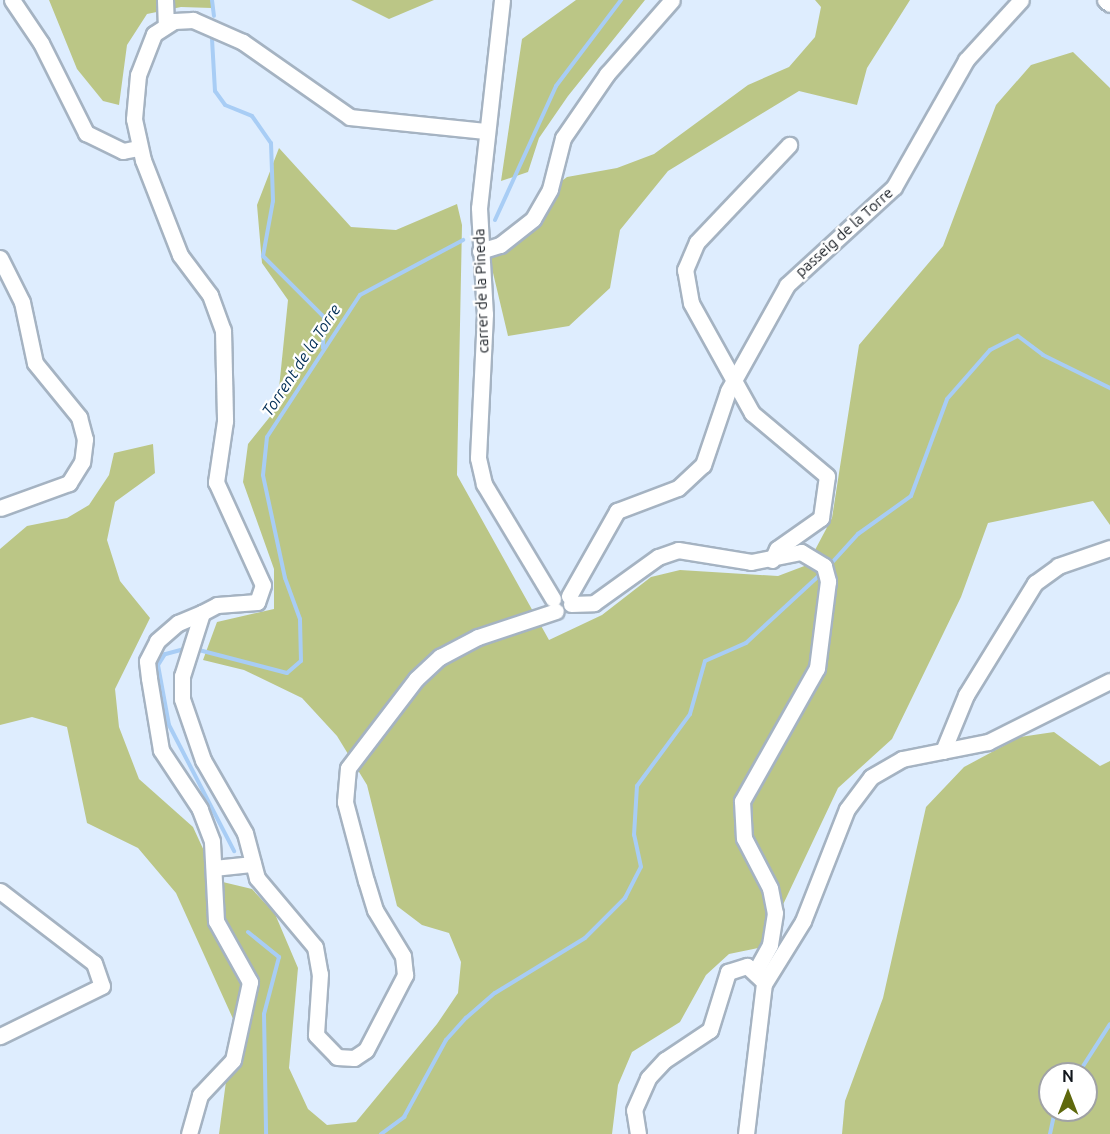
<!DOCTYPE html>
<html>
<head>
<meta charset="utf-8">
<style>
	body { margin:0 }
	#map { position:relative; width:1110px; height:1134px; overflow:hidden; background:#deedfe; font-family:Ubuntu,sans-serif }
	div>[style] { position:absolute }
	.green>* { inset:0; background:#bbc686 }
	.stream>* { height:4px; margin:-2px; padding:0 2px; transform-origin:2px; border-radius:2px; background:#a8cdf5 }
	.roads { filter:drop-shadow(2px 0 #a5b3c2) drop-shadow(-2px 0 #a5b3c2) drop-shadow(0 2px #a5b3c2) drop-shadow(0 -2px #a5b3c2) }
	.minor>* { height:15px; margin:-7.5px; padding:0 7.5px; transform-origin:7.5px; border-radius:7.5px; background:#fff }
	span { translate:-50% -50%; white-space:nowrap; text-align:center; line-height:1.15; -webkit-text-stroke:4.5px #fff; paint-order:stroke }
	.street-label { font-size:15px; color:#12171d }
	.water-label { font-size:16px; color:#002d55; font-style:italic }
	.north { position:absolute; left:1038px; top:1062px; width:60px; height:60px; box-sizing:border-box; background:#fff; border:2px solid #a0a2a5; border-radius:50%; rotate:0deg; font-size:16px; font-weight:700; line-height:24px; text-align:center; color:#12171d }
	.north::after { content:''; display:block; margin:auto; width:21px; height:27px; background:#5e680d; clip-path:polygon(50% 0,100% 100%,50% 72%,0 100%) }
</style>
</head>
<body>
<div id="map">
	<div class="green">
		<i style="clip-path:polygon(49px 0,214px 0,212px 8px,181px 7px,147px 14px,127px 45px,119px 105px,103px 101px,77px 69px)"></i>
		<i style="clip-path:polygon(351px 0,434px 0,389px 19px)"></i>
		<i style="clip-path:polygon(576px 0,645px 0,568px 96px,539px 138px,528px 172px,501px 181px,522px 39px)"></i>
		<i style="clip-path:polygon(815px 0,910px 0,867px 68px,857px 105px,799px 91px,668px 171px,620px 230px,610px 288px,569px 326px,508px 336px,489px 256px,508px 249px,543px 216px,550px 190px,567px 177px,617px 168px,654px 154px,748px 85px,789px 67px,815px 37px,821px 7px)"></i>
		<i style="clip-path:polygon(1073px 52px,1110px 88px,1110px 525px,1093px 501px,988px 523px,961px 597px,892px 739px,838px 788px,763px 947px,729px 954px,706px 975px,680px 1022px,632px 1052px,618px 1085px,612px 1134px,219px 1134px,234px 1021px,176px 893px,138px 848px,87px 823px,67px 727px,32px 717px,0 725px,0 549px,27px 526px,67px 518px,89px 505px,109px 475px,114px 453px,153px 444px,155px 473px,115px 502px,107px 540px,120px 581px,150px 618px,115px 689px,119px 727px,139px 779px,193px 827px,205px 853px,206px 878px,252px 889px,275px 914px,298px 968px,289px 1068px,308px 1109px,327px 1125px,356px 1122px,437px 1024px,458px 993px,461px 962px,449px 933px,422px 925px,397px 906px,367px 785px,337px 736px,302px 698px,244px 670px,203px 660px,217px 622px,274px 609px,274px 569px,243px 482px,248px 444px,277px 408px,288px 300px,262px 263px,257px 205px,279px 148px,351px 227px,396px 230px,457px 204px,462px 225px,457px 475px,549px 640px,602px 615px,651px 577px,680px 570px,778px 576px,807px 565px,832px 518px,859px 345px,943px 246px,996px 105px,1031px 65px)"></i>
		<i style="clip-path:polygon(evenodd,1054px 732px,1100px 766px,1110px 761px,1110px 1134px,842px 1134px,845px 1101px,883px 998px,926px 807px,964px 767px,1020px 737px,1054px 732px,1050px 1074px,1086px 1074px,1086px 1110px,1050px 1110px,1050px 1074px)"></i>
	</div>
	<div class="stream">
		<i style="left:212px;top:0;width:16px;rotate:83deg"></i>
		<i style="left:212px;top:39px;width:52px;rotate:86.7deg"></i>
		<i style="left:215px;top:91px;width:17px;rotate:54deg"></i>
		<i style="left:225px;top:105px;width:29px;rotate:22deg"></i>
		<i style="left:252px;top:116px;width:33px;rotate:55deg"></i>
		<i style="left:271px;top:143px;width:58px;rotate:88deg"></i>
		<i style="left:273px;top:201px;width:56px;rotate:100.3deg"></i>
		<i style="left:263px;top:256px;width:86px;rotate:45deg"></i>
		<i style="left:324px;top:317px;width:31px;rotate:92deg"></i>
		<i style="left:495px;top:220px;width:147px;rotate:-65.5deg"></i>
		<i style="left:556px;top:86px;width:108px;rotate:-52.9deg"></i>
		<i style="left:828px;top:567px;width:45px;rotate:-47.7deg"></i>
		<i style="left:858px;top:534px;width:65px;rotate:-35.6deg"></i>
		<i style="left:911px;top:496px;width:103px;rotate:-69.6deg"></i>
		<i style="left:947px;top:399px;width:65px;rotate:-48.7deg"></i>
		<i style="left:990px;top:350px;width:31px;rotate:-27deg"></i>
		<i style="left:1018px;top:336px;width:31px;rotate:37deg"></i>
		<i style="left:1043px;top:355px;width:75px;rotate:26.2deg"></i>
		<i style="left:188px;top:648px;width:24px;rotate:165deg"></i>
		<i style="left:165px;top:654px;width:13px;rotate:122deg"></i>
		<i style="left:158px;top:665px;width:61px;rotate:79.6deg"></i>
		<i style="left:169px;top:725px;width:142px;rotate:62.7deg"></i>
		<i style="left:195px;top:649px;width:95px;rotate:14.6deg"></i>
		<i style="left:287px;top:673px;width:18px;rotate:-41deg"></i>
		<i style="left:301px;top:661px;width:42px;rotate:-91.4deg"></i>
		<i style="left:300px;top:619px;width:44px;rotate:-110.1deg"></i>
		<i style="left:285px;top:578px;width:105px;rotate:-102.1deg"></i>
		<i style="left:263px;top:475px;width:38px;rotate:-84deg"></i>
		<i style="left:267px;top:437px;width:170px;rotate:-56.8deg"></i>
		<i style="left:360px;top:295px;width:117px;rotate:-28.1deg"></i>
		<i style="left:248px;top:932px;width:40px;rotate:39deg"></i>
		<i style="left:279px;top:957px;width:59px;rotate:104.7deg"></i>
		<i style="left:264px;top:1014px;width:120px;rotate:89deg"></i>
		<i style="left:1078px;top:1074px;width:59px;rotate:-57.4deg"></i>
		<i style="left:381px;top:1134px;width:29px;rotate:-36deg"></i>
		<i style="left:404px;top:1117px;width:88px;rotate:-61.4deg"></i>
		<i style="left:446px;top:1040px;width:30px;rotate:-48deg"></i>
		<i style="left:466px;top:1018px;width:38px;rotate:-41deg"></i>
		<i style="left:495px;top:993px;width:105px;rotate:-31.4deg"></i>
		<i style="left:585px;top:938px;width:57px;rotate:-45deg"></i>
		<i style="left:625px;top:898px;width:35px;rotate:-63deg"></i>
		<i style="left:641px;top:867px;width:33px;rotate:-102deg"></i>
		<i style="left:634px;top:835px;width:49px;rotate:-86.5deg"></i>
		<i style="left:637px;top:786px;width:89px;rotate:-53.6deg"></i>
		<i style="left:690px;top:714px;width:55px;rotate:-74.2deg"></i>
		<i style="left:705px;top:661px;width:45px;rotate:-23.7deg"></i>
		<i style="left:746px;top:643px;width:105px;rotate:-42.7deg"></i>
		<i style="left:1050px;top:1134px;width:25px;rotate:-78deg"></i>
	</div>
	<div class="roads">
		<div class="minor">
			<i style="left:12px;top:0;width:52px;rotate:56deg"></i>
			<i style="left:41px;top:43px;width:101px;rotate:63.4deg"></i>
			<i style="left:86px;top:133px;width:41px;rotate:25.9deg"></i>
			<i style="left:123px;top:151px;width:16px;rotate:-11deg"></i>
			<i style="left:165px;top:0;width:25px;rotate:88deg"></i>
			<i style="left:502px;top:0;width:209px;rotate:96.3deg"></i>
			<i style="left:479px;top:208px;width:106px;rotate:86.8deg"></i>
			<i style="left:485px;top:314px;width:144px;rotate:92.8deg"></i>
			<i style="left:478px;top:458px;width:27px;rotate:77deg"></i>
			<i style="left:484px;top:484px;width:134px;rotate:59deg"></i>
			<i style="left:1105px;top:0;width:6px;rotate:39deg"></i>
			<i style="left:485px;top:131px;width:136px;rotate:-174.1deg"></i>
			<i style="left:350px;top:117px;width:131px;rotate:-145deg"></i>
			<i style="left:243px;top:42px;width:55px;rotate:-156.3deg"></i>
			<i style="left:193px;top:20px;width:19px;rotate:177deg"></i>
			<i style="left:174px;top:21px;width:24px;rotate:147deg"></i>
			<i style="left:154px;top:34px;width:44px;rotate:111.3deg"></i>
			<i style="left:138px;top:75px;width:44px;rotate:95.2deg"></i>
			<i style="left:134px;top:119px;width:42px;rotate:77.6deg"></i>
			<i style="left:143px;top:160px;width:102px;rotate:68.7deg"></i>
			<i style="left:180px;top:255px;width:50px;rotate:53.1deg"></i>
			<i style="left:210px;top:295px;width:37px;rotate:70deg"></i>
			<i style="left:223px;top:330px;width:91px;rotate:88.7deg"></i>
			<i style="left:225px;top:421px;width:62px;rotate:98.4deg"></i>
			<i style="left:216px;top:482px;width:113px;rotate:65.5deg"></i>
			<i style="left:263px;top:585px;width:18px;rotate:109deg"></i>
			<i style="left:257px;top:602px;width:40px;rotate:175.7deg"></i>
			<i style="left:217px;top:605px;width:17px;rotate:152deg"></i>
			<i style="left:202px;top:613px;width:66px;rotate:107.6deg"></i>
			<i style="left:182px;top:676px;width:23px;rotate:90deg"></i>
			<i style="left:182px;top:699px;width:65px;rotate:71deg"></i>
			<i style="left:203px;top:760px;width:84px;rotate:60.1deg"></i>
			<i style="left:245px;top:833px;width:47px;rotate:75.1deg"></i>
			<i style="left:257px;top:878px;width:90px;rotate:50deg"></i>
			<i style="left:315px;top:947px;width:27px;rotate:80deg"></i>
			<i style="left:320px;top:974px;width:61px;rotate:93.8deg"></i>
			<i style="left:316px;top:1035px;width:30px;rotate:46deg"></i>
			<i style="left:337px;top:1057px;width:17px;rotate:3deg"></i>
			<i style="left:354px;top:1058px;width:14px;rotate:-34deg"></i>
			<i style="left:366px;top:1050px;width:85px;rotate:-62.5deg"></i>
			<i style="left:405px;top:975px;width:19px;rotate:-96deg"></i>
			<i style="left:403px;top:956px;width:54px;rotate:-121.3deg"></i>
			<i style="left:375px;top:910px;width:30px;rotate:-107deg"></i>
			<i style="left:366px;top:881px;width:82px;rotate:-104.9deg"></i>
			<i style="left:345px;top:802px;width:34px;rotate:-85deg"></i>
			<i style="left:348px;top:768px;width:112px;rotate:-52.6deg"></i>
			<i style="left:416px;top:679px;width:33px;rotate:-43deg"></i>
			<i style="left:440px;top:657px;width:43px;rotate:-27.8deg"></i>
			<i style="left:478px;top:637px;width:82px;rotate:-18.4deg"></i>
			<i style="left:480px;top:251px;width:21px;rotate:-17deg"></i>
			<i style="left:500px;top:245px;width:42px;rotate:-38.2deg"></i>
			<i style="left:533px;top:219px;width:34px;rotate:-60deg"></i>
			<i style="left:550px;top:189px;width:53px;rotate:-75.7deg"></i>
			<i style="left:563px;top:138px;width:78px;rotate:-55.5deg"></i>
			<i style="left:607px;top:74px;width:98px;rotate:-48.7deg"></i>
			<i style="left:0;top:258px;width:49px;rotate:63.4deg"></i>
			<i style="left:22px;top:302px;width:62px;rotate:78deg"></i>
			<i style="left:35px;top:363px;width:70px;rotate:50.8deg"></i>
			<i style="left:79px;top:417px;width:23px;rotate:75deg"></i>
			<i style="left:85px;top:439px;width:23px;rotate:97deg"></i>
			<i style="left:82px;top:462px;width:25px;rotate:122deg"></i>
			<i style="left:69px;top:483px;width:73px;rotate:160.1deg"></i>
			<i style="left:772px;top:560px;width:12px;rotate:-66deg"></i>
			<i style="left:777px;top:549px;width:54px;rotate:-35.2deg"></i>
			<i style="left:821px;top:518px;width:42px;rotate:-81.9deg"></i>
			<i style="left:827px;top:476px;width:98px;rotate:-140deg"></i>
			<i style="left:752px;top:413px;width:126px;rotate:-119deg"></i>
			<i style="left:691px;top:303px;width:34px;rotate:-100deg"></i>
			<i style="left:685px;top:270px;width:30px;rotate:-67deg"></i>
			<i style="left:697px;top:242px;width:134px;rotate:-46.5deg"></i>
			<i style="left:569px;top:596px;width:98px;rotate:-60.5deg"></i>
			<i style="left:617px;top:511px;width:65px;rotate:-20.7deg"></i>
			<i style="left:678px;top:488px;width:34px;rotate:-43deg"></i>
			<i style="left:703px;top:465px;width:78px;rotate:-71.3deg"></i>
			<i style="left:728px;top:391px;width:121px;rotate:-60.9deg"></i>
			<i style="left:787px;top:285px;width:145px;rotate:-42.5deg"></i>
			<i style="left:894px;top:187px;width:146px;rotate:-60.4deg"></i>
			<i style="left:966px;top:60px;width:81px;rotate:-47.5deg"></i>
			<i style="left:571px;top:604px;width:23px;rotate:-2deg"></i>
			<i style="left:594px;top:603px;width:79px;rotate:-35.7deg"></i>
			<i style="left:658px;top:557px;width:21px;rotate:-19deg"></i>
			<i style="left:678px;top:550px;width:74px;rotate:9.3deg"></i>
			<i style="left:751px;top:562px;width:51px;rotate:-11.3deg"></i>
			<i style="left:801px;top:552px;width:27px;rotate:31deg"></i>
			<i style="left:824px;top:566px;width:16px;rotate:75deg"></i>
			<i style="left:828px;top:581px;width:88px;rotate:97.2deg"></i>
			<i style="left:817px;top:668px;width:153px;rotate:119.4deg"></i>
			<i style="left:742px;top:801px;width:37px;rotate:87deg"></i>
			<i style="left:744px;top:838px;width:56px;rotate:62.5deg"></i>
			<i style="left:770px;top:888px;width:25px;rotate:79deg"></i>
			<i style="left:775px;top:913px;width:32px;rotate:99deg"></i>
			<i style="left:770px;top:945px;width:29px;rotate:119deg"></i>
			<i style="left:943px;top:751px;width:61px;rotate:-67.7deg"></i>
			<i style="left:966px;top:695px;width:132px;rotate:-58.4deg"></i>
			<i style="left:1035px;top:583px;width:29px;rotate:-36deg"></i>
			<i style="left:1058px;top:566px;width:55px;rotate:-19.1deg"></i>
			<i style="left:214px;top:868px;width:39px;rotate:-6deg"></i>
			<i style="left:0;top:891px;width:118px;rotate:37.5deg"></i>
			<i style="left:94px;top:963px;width:24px;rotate:71deg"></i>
			<i style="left:102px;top:986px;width:114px;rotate:153.9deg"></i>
			<i style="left:764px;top:984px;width:74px;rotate:-58.2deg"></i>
			<i style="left:803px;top:921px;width:120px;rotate:-68.6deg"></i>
			<i style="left:847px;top:809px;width:40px;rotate:-53deg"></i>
			<i style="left:871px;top:777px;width:36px;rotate:-30deg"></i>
			<i style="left:902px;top:759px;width:88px;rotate:-11.2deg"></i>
			<i style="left:988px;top:742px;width:136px;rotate:-26.6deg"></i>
			<i style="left:189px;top:1134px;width:41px;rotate:-74.2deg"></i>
			<i style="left:200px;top:1095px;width:48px;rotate:-46.7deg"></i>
			<i style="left:233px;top:1060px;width:80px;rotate:-77.7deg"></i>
			<i style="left:250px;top:982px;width:70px;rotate:-119.1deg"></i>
			<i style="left:216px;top:921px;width:80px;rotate:-92.9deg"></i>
			<i style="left:212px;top:841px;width:34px;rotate:-111deg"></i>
			<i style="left:200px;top:809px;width:71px;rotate:-123.5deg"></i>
			<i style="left:161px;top:750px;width:73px;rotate:-99.5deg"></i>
			<i style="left:149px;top:678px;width:17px;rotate:-97deg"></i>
			<i style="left:147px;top:661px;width:22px;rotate:-63deg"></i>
			<i style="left:157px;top:641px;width:28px;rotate:-41deg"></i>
			<i style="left:178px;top:623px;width:26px;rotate:-23deg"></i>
			<i style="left:638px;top:1134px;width:24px;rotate:-99deg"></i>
			<i style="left:634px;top:1110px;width:35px;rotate:-66deg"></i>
			<i style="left:648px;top:1078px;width:25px;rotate:-47deg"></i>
			<i style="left:665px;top:1060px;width:54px;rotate:-33.7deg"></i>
			<i style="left:710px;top:1030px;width:61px;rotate:-72.8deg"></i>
			<i style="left:728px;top:972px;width:20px;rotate:-18deg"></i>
			<i style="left:747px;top:966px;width:19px;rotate:43deg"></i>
			<i style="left:746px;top:1134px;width:151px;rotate:-83.2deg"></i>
		</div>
	</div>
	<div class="street-label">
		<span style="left:844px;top:232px;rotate:-42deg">passeig de la Torre</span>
		<span style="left:481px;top:291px;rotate:-92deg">carrer de la Pineda</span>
	</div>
	<div class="water-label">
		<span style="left:301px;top:360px;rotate:-57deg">Torrent de la Torre</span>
	</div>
	<div class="north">N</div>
</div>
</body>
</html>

### WORK TASK
Check each line of the entries, and copy the ones that contain "roads".

### EXERCISE OUTPUT
	.roads { filter:drop-shadow(2px 0 #a5b3c2) drop-shadow(-2px 0 #a5b3c2) drop-shadow(0 2px #a5b3c2) drop-shadow(0 -2px #a5b3c2) }
	<div class="roads">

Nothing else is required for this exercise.